Showing posts with label Sandwiches. Show all posts
Showing posts with label Sandwiches. Show all posts

Wednesday, September 22, 2010

Pork Banh Mi Sandwiches

I have been following the food truck competition on the Food Network on and off the past few weeks and became obsessed with trying a Banh Mi Vietnamese sandwich!!! They looked SOOOO good on the show and I had never tried one . . . so after tinking in the kitchen and trying out a few recipes . . . this is the winner that I found! Pork Banh Mi Marinade
Recipe by: Emily

1 lb Pork, sliced thin, use loin or chops
2 Cloves Garlic, minced
2 Tbsp Fish Sauce
3 tsp Sugar
1-2 tsp Black Pepper
1/4 cup Canola Oil
1 tsp Sesame Oil
3 Tbsp Shallots, minced
1/8 tsp Onion powder
Juice of a Lime
Pincc of Red Pepper Flakes

1. Combine all of the marinade ingredients and allow pork to marinade for at least 2 hours or overnight. Grill in batches over medium low-medium heat to caramelize the meat.

Pickled Carrot Slaw

1 cup Rice Wine Vinegar
2 Tbsp Sugar
1/2 tsp Salt
Dash of Red Pepper Flakes
1 Green Onion, chopped
2 cups of julienned vegetables- I used carrots alone . . . but you can use one cup of carrots and 1 cup of daikon radish if you like. (I am not a radish fan)

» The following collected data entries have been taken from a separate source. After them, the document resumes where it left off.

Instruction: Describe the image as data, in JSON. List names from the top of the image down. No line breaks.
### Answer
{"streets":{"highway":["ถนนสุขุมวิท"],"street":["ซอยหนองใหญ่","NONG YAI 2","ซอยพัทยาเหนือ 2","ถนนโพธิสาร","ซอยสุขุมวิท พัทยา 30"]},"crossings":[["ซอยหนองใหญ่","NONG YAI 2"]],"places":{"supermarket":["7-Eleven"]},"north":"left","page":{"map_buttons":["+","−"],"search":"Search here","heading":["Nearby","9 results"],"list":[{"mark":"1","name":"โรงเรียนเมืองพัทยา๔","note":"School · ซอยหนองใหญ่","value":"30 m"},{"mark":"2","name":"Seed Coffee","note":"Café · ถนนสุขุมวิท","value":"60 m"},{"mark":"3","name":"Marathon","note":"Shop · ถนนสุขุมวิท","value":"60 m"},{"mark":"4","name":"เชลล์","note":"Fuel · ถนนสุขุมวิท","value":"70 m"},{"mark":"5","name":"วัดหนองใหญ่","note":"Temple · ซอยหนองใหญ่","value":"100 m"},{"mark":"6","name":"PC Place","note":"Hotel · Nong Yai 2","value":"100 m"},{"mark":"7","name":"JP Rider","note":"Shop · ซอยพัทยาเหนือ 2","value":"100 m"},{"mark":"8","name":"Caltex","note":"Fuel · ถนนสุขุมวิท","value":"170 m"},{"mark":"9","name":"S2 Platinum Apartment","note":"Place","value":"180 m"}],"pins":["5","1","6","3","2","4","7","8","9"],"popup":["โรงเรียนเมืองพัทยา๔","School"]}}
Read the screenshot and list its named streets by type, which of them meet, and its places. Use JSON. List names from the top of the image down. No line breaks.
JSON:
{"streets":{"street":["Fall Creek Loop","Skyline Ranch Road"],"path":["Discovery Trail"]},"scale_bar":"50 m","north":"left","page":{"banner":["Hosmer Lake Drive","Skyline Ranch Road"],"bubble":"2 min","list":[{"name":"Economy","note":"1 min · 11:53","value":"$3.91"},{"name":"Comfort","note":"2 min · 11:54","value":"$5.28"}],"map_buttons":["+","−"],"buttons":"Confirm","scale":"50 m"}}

1. Combine rice wine vinegar, sugar, salt and pepper flakes in a microwavable bowl. Microwave for one minute and stir to dissolve sugar and salt. Add julienned carrots to vinegar mixture and allow to marinate in the refrigerator for at least 1 hour or overnight. Add the green onion just before serving.

Additional Sandwich Ingredients:

1 Crusty loaf of French Bread or 2-3 Small Baguettes
Cucumber Slices
Fresh Cilantro
Mayonnaise

To assemble the sandwich portion the french bread into 3 pieces and slice each in half length wise. Lightly toast the bread on a grill or in the oven. Spread the bread with mayonnaise, layer meat, sliced cucumber, pickled carrot slaw, and cilantro sprigs onto bread. Enjoy!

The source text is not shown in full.